大波が呉市に到達して約2時間が経過。
深海棲艦の群体の一つが本格的に内陸部へと雪崩れ込んだ。その船体に触れるもの全てが溶解する。天然物も人工物も、有象無象の区別なく一切が溶解されてヘドロの濁流に加わる。その様たるや嵐の後に荒れ狂う河に等しい。陸の物質すら喰らって数を増やし続ける軍勢は進行速度を加速させる。
このまま町まで侵入……というところで立ちはだかる者がいた。
「目標確認。殲滅する」
ランサーのサーヴァント。
アレクサンドル・ラスコーリニコフである。
たった一騎で何ができるものかとナメているのか、それとも路傍の石程度にしか認識していないのか。

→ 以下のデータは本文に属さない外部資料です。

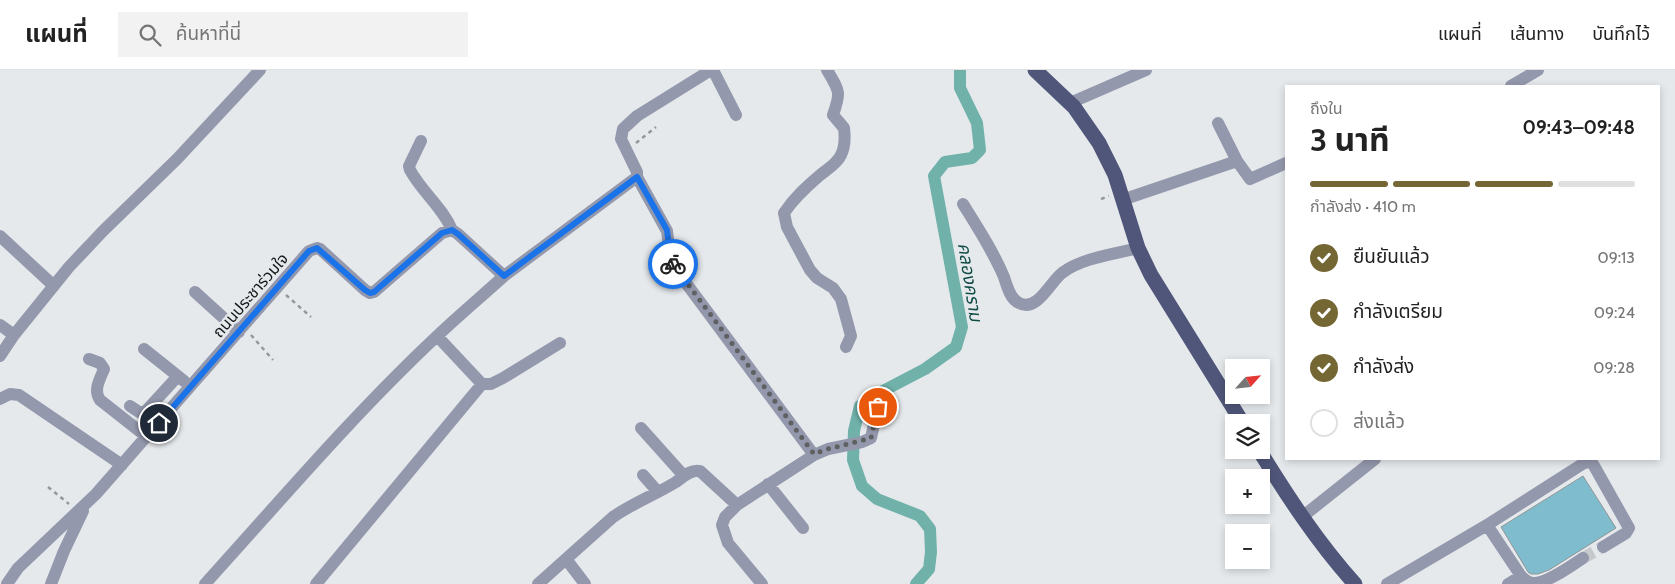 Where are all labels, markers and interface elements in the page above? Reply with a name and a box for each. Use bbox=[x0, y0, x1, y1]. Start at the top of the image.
search box bbox=[118, 12, 468, 57]
text: แผนที่ bbox=[25, 19, 88, 48]
icon: search bbox=[136, 21, 164, 49]
text: ค้นหาที่นี่ bbox=[176, 22, 241, 45]
text: แผนที่ bbox=[1438, 23, 1482, 45]
text: เส้นทาง bbox=[1510, 23, 1564, 45]
text: บันทึกไว้ bbox=[1592, 23, 1650, 45]
text: ถึงใน bbox=[1310, 99, 1343, 118]
text: 09:43–09:48 bbox=[1523, 116, 1635, 139]
text: 3 นาที bbox=[1310, 120, 1390, 159]
text: กำลังส่ง · 410 m bbox=[1310, 197, 1416, 216]
courier bbox=[648, 239, 698, 289]
water label: คลองคราม bbox=[953, 241, 987, 325]
icon: check bbox=[1310, 244, 1338, 272]
text: ยืนยันแล้ว bbox=[1353, 245, 1430, 268]
text: 09:13 bbox=[1598, 248, 1635, 267]
street label: ถนนประชาร่วมใจ bbox=[209, 249, 292, 341]
icon: bike bbox=[659, 250, 687, 278]
icon: check bbox=[1310, 299, 1338, 327]
text: กำลังเตรียม bbox=[1353, 300, 1443, 323]
text: 09:24 bbox=[1594, 303, 1635, 322]
icon: check bbox=[1310, 354, 1338, 382]
text: กำลังส่ง bbox=[1353, 355, 1414, 378]
text: 09:28 bbox=[1593, 358, 1635, 377]
north arrow bbox=[1225, 359, 1270, 404]
map controls bbox=[1225, 359, 1270, 569]
pin bbox=[857, 386, 899, 428]
icon: bag bbox=[864, 393, 892, 421]
pin bbox=[138, 402, 180, 444]
icon: home bbox=[145, 409, 173, 437]
text: ส่งแล้ว bbox=[1353, 410, 1405, 433]
button: layers bbox=[1225, 414, 1270, 459]
button: + bbox=[1225, 469, 1270, 514]
button: − bbox=[1225, 524, 1270, 569]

深海棲艦達は怒涛の勢いを緩めることなく直進する。
何の捻りもなく軍団と軍人は衝突する。
二つの拳が深海棲艦達を砕いた。
一振りの足蹴が数艦纏めて引き裂いた。
だか、それだけだった。無数の兵と怒濤の勢いを止めるにはあまりにも小さく、砂の城が洪水に飲み込まれるかの如く一瞬でランサーの姿が黒い軍勢に飲み込まれて見えなくなる。しかし──
『展開(エヴォルブ)』
重厚さを感じさせるランサーの声と共に深海棲艦達が内側から爆散する。
振動。破砕。分解。最期には塵も残さず消滅する深海棲艦達。
木端微塵に砕け散ったところにランサーが立っていた。飲み込まれる前と違うのは僅かにヘドロを被っていることと鎧を着ていることである。
『影装』
この鎧こそが刻鋼人機(イマジネーター)たる彼の本領であり、宝具(フルパワー)である。その名は────
『絶戒刑刀(アブソリュート・パニッシュメント)』
真名と共に発せられる振動波が次々と周囲を破砕していく。深海棲艦にしてみれば大気の鉄槌……あるいは見えざる城壁が高速で衝突しているのに等しいダメージを受けている。放たれる砲弾も銃弾も超級の激震を前に用を為すことなく粉砕されて無に還る。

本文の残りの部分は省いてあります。